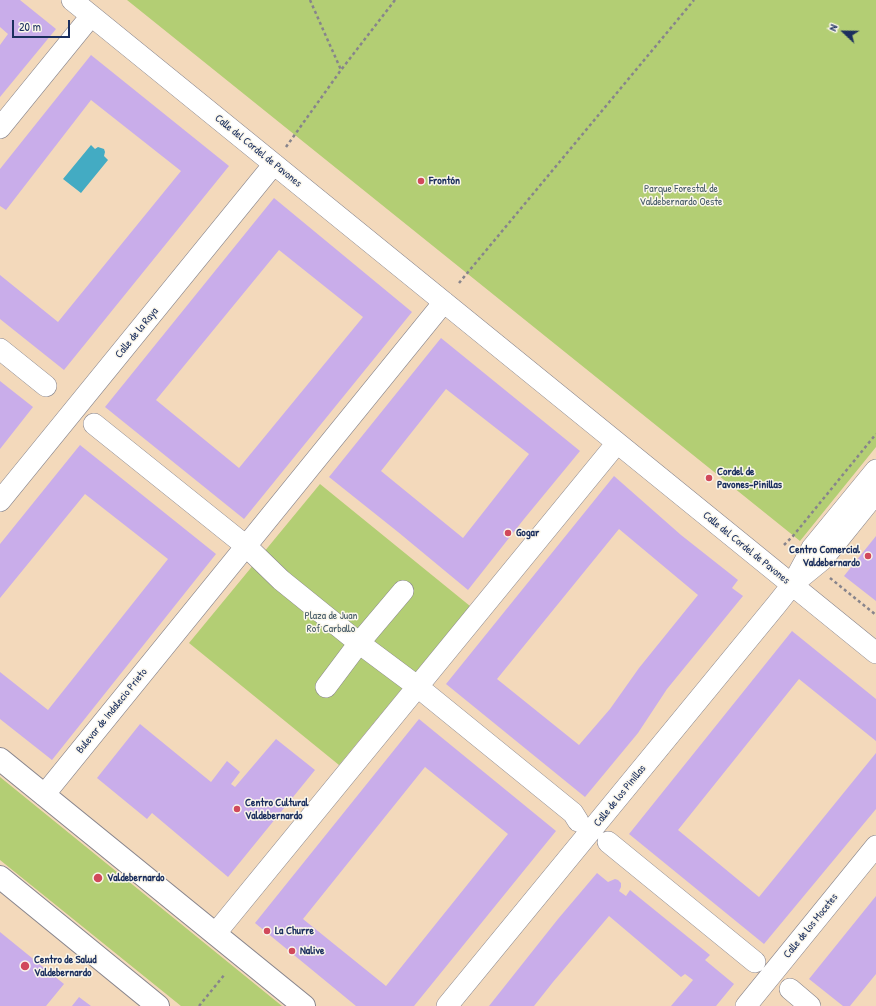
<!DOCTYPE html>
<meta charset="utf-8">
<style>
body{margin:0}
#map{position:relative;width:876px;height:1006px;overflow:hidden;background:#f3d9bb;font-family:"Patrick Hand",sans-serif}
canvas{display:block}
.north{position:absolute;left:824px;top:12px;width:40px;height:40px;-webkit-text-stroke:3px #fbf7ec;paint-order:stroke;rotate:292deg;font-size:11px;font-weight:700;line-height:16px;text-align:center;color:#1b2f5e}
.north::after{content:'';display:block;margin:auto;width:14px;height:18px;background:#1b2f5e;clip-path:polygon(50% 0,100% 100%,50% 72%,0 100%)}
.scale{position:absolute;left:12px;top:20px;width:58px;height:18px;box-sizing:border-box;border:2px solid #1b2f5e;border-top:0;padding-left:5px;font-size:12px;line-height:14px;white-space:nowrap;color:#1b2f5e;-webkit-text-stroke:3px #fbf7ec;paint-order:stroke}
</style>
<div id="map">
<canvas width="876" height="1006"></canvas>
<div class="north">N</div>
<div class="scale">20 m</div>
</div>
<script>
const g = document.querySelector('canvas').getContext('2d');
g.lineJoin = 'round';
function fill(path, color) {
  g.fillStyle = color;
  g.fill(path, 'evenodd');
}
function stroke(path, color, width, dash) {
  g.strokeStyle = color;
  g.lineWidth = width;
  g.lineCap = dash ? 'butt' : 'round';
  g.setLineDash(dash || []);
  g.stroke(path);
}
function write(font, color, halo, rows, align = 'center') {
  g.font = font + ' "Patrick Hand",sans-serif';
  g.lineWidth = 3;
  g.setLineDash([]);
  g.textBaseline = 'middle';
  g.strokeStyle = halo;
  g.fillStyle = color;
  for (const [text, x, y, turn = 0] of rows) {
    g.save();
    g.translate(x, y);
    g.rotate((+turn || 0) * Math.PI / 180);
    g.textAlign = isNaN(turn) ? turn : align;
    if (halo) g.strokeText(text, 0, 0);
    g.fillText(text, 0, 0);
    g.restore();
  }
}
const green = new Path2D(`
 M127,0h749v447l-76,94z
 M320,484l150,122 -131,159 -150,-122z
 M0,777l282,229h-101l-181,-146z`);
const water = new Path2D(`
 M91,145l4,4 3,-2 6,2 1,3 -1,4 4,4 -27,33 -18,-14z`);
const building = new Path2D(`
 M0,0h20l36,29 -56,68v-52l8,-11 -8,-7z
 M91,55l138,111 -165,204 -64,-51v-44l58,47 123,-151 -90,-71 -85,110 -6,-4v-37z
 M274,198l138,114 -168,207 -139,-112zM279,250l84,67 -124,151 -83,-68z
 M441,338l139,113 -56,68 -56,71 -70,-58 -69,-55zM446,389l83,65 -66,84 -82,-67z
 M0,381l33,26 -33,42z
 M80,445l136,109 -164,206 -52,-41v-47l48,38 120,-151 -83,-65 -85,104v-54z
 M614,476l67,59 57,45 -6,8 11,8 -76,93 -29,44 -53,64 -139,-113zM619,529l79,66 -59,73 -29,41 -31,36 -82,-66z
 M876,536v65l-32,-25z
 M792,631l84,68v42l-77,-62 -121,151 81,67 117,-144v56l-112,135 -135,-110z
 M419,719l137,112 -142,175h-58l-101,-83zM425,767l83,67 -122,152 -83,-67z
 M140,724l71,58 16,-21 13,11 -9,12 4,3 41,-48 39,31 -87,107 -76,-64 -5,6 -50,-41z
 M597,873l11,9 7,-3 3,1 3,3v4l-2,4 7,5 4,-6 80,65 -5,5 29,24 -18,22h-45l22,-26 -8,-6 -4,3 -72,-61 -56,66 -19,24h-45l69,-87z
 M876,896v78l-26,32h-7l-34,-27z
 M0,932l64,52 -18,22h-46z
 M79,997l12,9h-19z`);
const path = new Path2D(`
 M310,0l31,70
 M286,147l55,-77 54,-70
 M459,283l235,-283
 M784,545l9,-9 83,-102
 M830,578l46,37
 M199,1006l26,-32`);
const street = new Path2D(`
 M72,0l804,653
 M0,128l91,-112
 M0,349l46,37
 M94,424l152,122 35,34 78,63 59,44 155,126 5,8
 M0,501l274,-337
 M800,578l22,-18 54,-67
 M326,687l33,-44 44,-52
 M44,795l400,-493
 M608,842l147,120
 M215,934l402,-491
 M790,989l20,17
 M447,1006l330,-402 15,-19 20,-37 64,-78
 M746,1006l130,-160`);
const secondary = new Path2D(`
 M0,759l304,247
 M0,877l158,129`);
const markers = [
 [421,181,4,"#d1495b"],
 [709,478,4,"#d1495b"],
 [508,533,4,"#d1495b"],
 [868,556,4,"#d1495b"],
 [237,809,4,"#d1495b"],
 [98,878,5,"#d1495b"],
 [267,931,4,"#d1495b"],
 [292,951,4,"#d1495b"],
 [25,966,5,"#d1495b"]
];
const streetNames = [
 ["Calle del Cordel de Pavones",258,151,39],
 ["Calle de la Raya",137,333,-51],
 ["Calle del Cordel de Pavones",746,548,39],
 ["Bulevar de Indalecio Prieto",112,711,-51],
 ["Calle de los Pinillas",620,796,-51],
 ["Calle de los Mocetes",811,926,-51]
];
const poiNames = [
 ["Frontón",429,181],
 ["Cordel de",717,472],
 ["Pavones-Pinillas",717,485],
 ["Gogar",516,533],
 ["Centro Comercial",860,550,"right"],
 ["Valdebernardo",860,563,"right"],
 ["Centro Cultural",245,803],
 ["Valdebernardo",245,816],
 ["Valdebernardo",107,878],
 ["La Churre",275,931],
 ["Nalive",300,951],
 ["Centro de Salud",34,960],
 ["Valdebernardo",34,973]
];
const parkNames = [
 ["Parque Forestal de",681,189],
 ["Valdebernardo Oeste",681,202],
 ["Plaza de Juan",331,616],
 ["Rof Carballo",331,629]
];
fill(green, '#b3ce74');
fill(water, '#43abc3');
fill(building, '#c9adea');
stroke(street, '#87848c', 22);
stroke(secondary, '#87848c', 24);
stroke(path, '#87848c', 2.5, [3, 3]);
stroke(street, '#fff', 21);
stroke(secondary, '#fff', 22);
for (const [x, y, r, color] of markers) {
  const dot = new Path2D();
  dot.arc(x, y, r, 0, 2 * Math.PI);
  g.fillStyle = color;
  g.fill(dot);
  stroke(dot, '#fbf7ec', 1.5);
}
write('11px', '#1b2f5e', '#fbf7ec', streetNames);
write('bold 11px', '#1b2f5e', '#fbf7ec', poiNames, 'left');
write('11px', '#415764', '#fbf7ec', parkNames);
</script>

_ _ _ _

*Try it*: In the records above, how many lines contain the string "halo"? State that number only.

*Solution to this problem*: 3